• Input records
+--

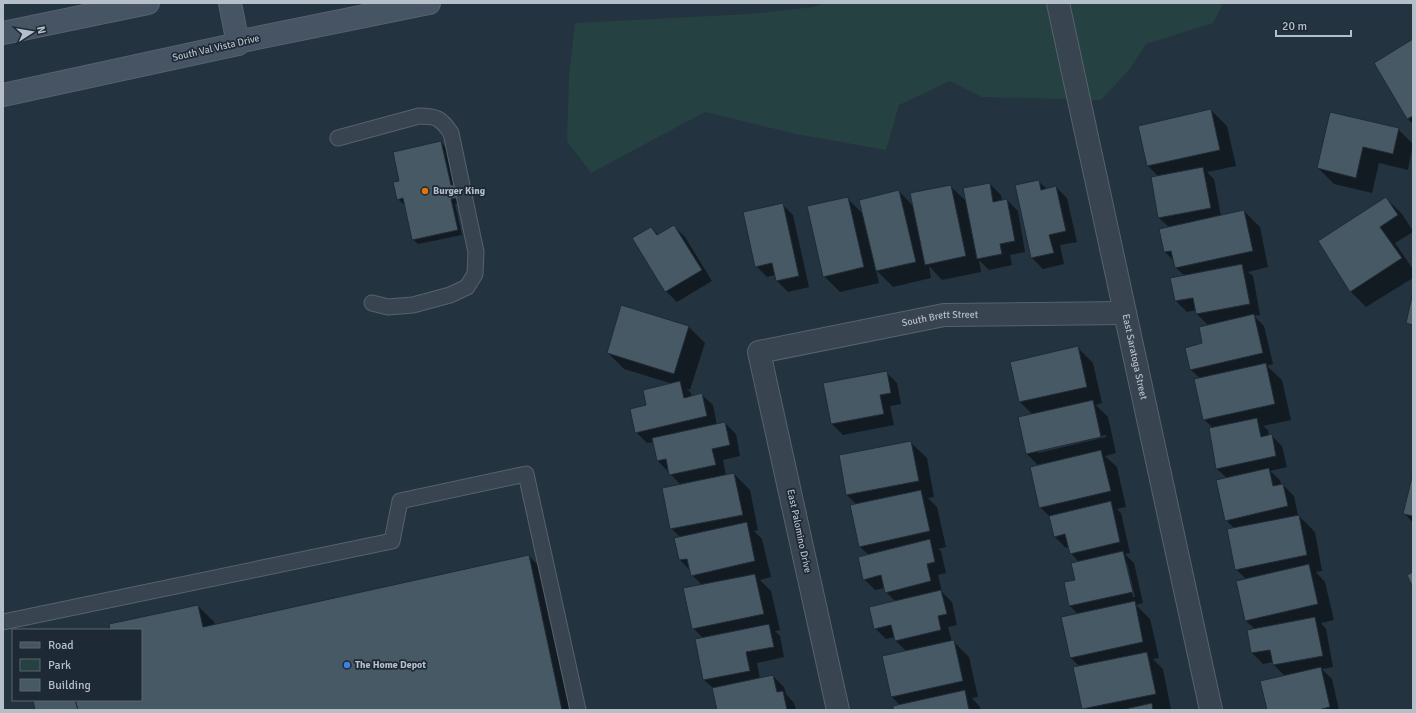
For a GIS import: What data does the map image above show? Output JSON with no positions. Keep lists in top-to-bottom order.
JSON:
{
  "streets": {
    "main road": ["South Val Vista Drive"],
    "street": ["South Brett Street", "East Saratoga Street", "East Palomino Drive"]
  },
  "crossings": [
    ["South Brett Street", "East Saratoga Street"],
    ["South Brett Street", "East Palomino Drive"]
  ],
  "places": ["Burger King", "The Home Depot"],
  "legend": ["Road", "Park", "Building"],
  "scale_bar": "20 m",
  "north": "right"
}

+--

Give the material above again exactly as it stands, minus any images.

• Response to the task
For a GIS import: What data does the map image above show? Output JSON with no positions. Keep lists in top-to-bottom order.
JSON:
{
  "streets": {
    "main road": ["South Val Vista Drive"],
    "street": ["South Brett Street", "East Saratoga Street", "East Palomino Drive"]
  },
  "crossings": [
    ["South Brett Street", "East Saratoga Street"],
    ["South Brett Street", "East Palomino Drive"]
  ],
  "places": ["Burger King", "The Home Depot"],
  "legend": ["Road", "Park", "Building"],
  "scale_bar": "20 m",
  "north": "right"
}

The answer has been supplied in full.